• Task details: List each line of the data that holds the word "document".

(Beginning of Data supplied)

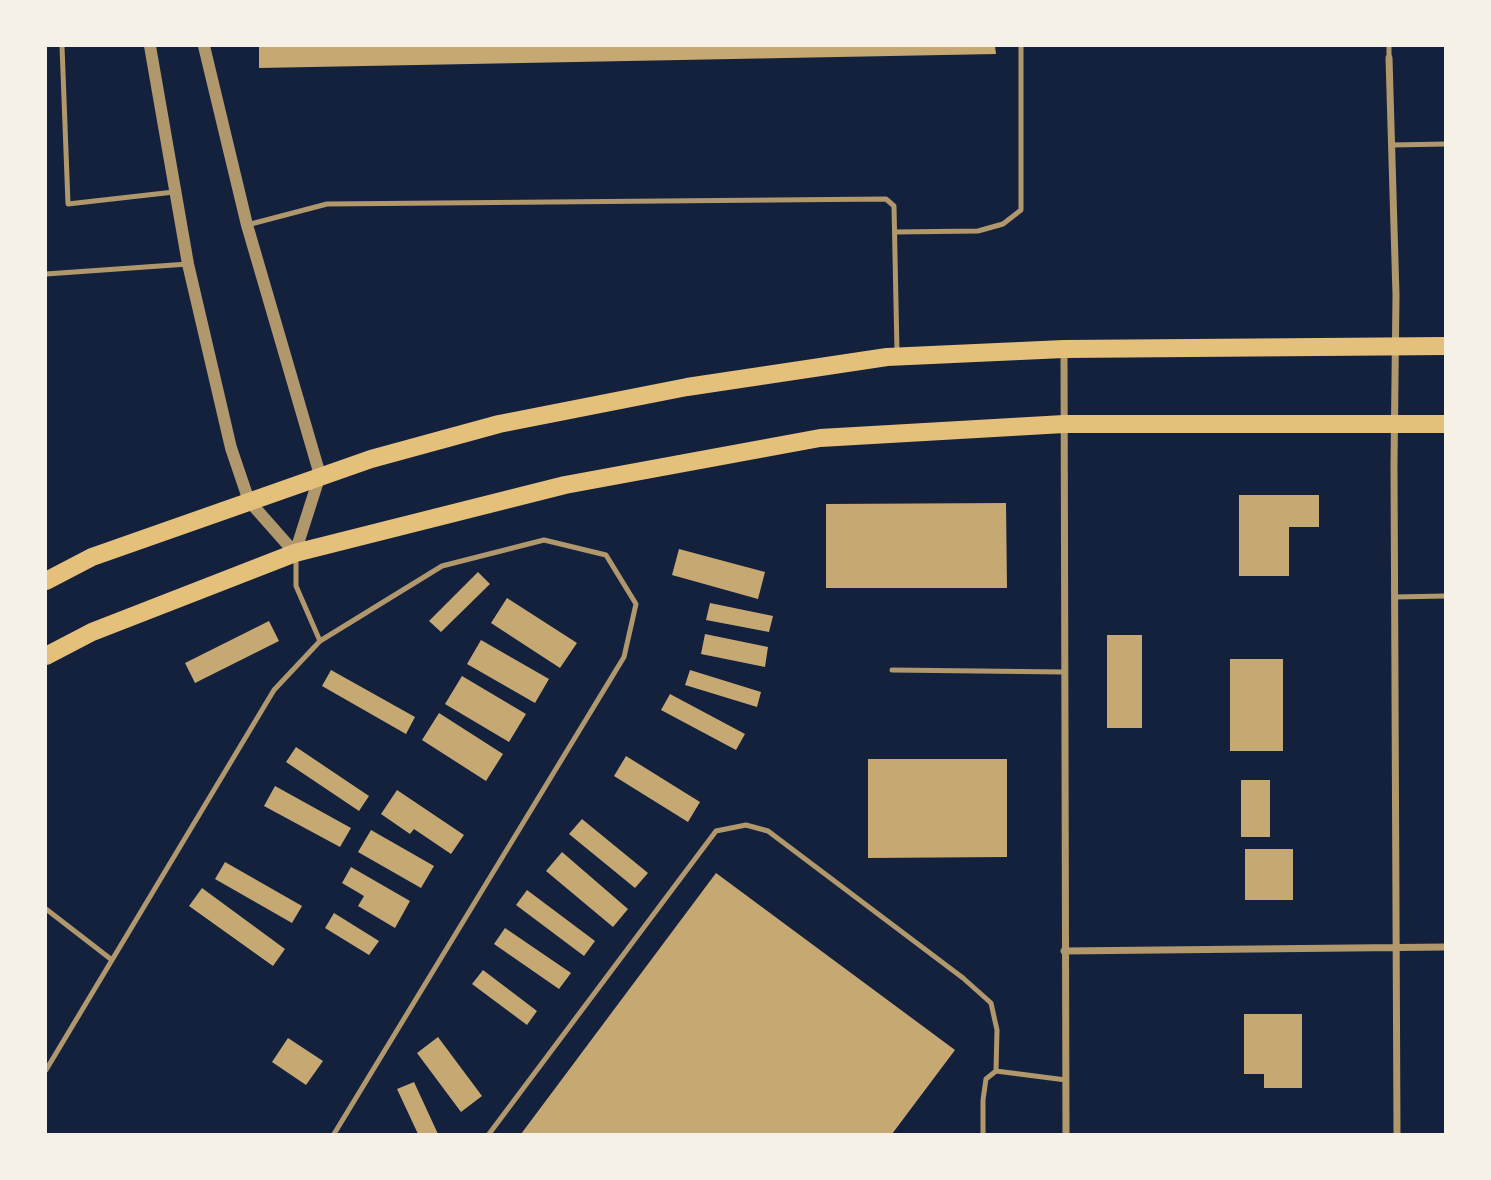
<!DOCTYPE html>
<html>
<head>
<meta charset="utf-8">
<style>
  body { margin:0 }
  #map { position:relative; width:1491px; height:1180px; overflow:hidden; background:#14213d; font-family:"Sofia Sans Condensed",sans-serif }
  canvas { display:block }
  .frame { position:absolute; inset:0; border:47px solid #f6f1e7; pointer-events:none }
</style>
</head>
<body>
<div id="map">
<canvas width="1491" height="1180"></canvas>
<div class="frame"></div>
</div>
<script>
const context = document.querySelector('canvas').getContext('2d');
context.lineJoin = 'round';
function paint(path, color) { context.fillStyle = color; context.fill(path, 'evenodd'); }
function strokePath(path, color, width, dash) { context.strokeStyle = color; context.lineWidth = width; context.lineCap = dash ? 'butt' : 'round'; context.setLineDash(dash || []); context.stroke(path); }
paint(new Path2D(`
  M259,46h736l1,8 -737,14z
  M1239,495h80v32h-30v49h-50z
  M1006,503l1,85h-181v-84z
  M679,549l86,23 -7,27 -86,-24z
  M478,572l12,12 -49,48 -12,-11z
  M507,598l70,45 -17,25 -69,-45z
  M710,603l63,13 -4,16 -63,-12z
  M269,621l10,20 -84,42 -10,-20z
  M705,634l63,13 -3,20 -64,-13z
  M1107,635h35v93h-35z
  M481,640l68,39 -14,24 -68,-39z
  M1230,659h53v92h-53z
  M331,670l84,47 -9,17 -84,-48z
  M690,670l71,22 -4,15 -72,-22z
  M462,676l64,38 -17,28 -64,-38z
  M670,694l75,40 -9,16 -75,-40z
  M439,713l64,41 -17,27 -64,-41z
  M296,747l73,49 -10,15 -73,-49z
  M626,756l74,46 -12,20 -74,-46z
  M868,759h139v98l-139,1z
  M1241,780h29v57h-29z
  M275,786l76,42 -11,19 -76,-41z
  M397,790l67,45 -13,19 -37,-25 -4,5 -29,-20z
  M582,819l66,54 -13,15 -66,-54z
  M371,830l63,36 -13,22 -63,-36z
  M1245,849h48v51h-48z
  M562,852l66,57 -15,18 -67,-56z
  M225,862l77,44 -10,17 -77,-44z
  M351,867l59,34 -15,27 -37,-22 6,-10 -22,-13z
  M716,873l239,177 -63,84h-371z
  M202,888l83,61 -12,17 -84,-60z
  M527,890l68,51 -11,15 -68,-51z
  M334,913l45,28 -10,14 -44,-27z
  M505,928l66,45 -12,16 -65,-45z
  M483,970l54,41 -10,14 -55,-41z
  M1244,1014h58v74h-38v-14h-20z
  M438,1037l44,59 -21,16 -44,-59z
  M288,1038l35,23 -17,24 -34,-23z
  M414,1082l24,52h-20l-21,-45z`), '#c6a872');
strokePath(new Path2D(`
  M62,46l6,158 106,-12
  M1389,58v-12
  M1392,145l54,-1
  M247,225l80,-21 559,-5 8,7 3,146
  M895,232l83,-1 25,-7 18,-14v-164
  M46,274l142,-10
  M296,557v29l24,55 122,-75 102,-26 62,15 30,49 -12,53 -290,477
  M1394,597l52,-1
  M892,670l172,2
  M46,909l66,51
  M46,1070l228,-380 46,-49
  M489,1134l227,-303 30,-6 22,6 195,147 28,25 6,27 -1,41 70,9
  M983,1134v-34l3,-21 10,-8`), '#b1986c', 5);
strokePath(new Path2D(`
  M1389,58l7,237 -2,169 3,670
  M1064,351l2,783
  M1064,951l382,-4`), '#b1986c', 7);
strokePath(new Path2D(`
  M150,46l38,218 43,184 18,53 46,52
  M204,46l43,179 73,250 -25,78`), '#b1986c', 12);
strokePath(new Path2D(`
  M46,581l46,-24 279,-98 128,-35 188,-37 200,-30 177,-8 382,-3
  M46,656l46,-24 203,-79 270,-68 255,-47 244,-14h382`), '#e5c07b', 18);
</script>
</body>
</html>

(End of Data supplied)
(Beginning of Data supplied)

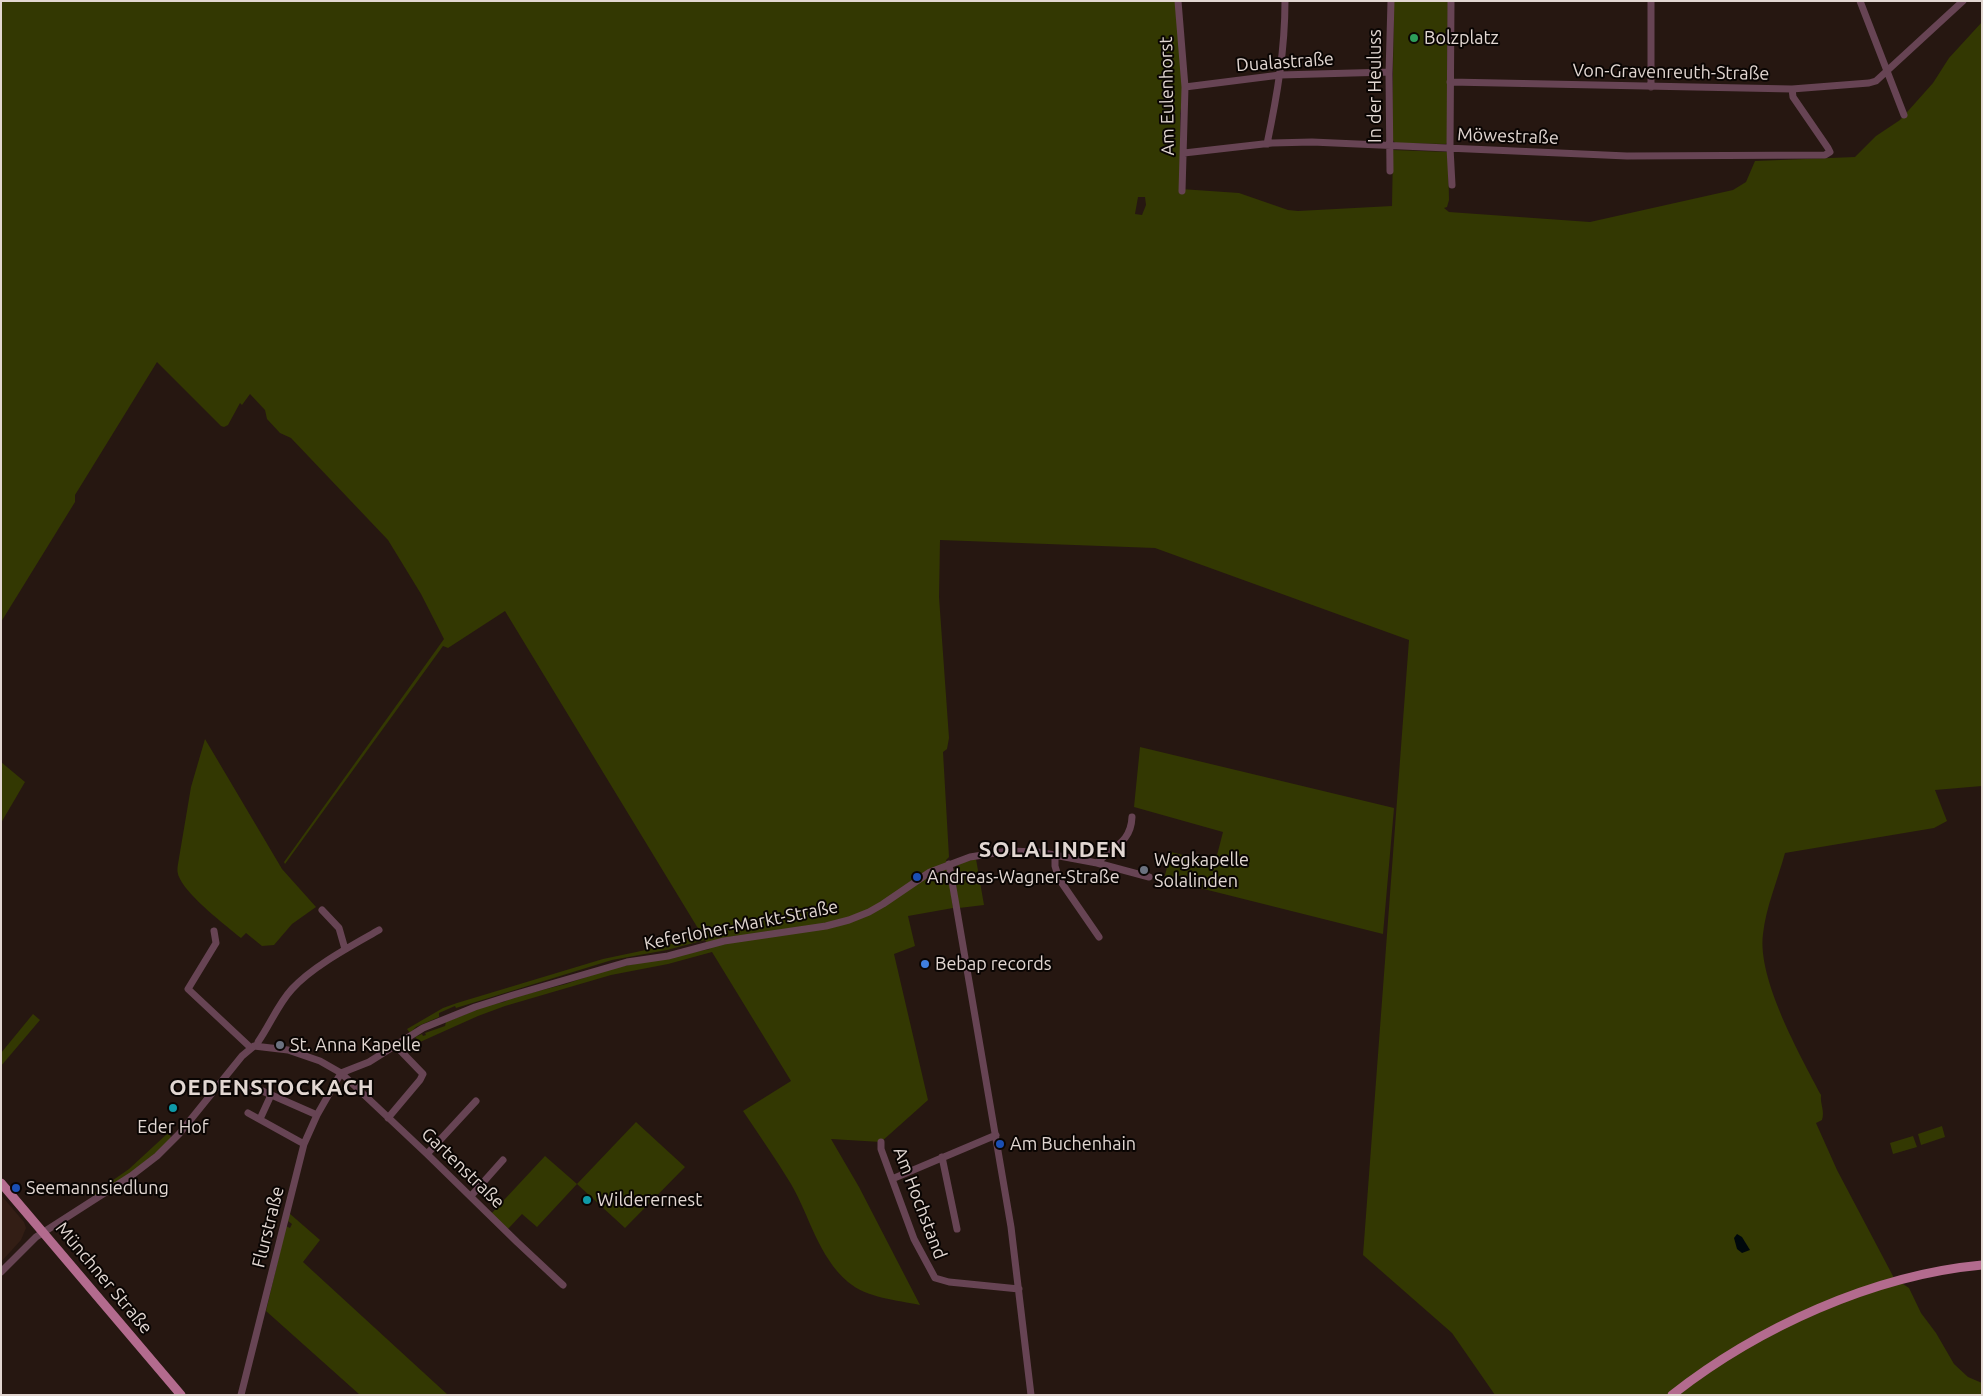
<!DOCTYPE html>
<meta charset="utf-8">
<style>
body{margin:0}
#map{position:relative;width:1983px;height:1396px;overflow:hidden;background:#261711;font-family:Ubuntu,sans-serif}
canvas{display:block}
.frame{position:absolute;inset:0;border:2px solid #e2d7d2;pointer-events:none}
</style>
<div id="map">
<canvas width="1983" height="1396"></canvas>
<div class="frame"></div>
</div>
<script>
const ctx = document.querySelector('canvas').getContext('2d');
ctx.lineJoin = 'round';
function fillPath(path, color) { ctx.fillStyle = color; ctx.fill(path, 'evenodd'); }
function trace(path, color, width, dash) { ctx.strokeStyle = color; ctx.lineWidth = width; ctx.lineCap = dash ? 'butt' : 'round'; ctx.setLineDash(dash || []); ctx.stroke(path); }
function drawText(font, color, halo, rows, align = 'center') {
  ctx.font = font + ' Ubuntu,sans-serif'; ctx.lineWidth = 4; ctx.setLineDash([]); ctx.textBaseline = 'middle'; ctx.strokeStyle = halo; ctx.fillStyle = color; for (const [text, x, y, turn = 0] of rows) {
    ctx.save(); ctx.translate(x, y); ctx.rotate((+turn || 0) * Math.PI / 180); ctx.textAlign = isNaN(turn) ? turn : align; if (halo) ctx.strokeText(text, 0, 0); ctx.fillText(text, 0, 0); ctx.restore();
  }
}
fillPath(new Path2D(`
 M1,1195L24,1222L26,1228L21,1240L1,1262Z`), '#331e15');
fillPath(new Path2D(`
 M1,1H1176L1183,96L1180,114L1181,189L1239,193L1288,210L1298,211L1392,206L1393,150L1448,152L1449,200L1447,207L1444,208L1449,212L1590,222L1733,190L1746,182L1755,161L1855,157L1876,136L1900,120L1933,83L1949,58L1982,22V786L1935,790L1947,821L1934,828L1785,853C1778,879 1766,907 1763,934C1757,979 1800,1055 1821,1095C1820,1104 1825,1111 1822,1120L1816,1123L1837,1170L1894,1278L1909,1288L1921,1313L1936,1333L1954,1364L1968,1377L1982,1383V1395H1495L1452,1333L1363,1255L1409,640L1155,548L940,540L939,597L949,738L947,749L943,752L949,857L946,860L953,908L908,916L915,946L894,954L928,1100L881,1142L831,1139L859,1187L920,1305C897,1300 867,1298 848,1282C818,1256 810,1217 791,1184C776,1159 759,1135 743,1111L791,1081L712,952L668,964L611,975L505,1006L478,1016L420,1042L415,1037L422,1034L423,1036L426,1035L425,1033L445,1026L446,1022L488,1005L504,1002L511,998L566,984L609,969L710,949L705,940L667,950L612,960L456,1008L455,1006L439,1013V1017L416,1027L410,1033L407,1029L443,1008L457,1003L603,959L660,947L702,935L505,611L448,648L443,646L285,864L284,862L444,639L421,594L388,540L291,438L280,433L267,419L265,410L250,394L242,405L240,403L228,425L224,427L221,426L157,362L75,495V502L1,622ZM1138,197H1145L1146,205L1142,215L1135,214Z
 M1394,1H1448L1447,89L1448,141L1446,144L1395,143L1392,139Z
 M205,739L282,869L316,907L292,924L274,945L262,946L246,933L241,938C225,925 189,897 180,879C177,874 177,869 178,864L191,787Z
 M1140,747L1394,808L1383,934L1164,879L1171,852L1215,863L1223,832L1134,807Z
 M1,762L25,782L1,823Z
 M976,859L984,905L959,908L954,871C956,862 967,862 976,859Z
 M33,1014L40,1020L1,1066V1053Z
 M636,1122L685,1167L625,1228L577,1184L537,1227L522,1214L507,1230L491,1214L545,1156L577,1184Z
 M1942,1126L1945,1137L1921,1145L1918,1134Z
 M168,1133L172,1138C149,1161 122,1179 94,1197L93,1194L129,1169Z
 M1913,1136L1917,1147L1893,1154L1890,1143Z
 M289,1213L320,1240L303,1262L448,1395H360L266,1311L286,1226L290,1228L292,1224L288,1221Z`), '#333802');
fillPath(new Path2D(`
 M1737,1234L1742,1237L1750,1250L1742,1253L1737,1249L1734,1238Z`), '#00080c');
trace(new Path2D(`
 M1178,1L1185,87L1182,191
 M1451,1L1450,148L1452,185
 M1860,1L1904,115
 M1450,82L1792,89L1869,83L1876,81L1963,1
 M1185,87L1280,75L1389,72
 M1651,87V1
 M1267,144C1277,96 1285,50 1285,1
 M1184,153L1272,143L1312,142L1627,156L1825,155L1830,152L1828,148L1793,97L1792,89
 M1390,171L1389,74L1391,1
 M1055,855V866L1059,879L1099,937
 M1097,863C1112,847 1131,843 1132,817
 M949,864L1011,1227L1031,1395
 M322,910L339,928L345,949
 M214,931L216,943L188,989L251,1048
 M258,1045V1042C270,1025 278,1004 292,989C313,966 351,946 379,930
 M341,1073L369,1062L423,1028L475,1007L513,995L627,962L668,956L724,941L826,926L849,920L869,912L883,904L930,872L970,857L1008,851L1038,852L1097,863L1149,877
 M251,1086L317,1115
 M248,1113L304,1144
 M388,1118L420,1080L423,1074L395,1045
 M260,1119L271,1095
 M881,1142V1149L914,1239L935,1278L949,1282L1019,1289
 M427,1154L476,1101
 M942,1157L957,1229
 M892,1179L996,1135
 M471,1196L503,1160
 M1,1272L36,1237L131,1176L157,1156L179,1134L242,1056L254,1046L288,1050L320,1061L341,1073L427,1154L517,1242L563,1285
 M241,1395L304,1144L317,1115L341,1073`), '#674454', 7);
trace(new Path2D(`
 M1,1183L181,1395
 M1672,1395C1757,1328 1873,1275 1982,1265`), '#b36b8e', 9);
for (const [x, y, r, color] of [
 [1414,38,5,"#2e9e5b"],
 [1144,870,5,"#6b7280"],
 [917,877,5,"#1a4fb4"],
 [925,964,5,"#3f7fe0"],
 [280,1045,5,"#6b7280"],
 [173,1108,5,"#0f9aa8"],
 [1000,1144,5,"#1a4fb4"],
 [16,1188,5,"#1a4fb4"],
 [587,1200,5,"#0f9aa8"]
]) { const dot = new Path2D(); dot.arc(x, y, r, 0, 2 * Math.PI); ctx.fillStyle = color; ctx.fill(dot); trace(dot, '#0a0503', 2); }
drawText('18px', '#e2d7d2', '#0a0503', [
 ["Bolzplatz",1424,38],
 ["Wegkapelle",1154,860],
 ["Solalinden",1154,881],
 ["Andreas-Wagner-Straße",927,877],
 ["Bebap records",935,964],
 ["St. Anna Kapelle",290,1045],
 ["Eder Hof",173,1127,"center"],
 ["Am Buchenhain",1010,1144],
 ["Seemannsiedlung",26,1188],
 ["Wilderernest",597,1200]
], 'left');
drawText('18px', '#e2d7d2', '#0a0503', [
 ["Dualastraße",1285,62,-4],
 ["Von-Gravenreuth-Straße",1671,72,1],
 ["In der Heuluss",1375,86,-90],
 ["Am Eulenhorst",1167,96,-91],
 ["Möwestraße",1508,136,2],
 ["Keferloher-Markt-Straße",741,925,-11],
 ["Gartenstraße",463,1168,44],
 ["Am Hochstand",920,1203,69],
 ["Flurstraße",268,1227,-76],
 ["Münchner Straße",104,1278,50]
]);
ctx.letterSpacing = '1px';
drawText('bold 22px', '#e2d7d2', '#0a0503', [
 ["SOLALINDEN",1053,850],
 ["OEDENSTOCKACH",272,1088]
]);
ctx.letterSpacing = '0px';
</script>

(End of Data supplied)

• Solved exercise:
const context = document.querySelector('canvas').getContext('2d');
const ctx = document.querySelector('canvas').getContext('2d');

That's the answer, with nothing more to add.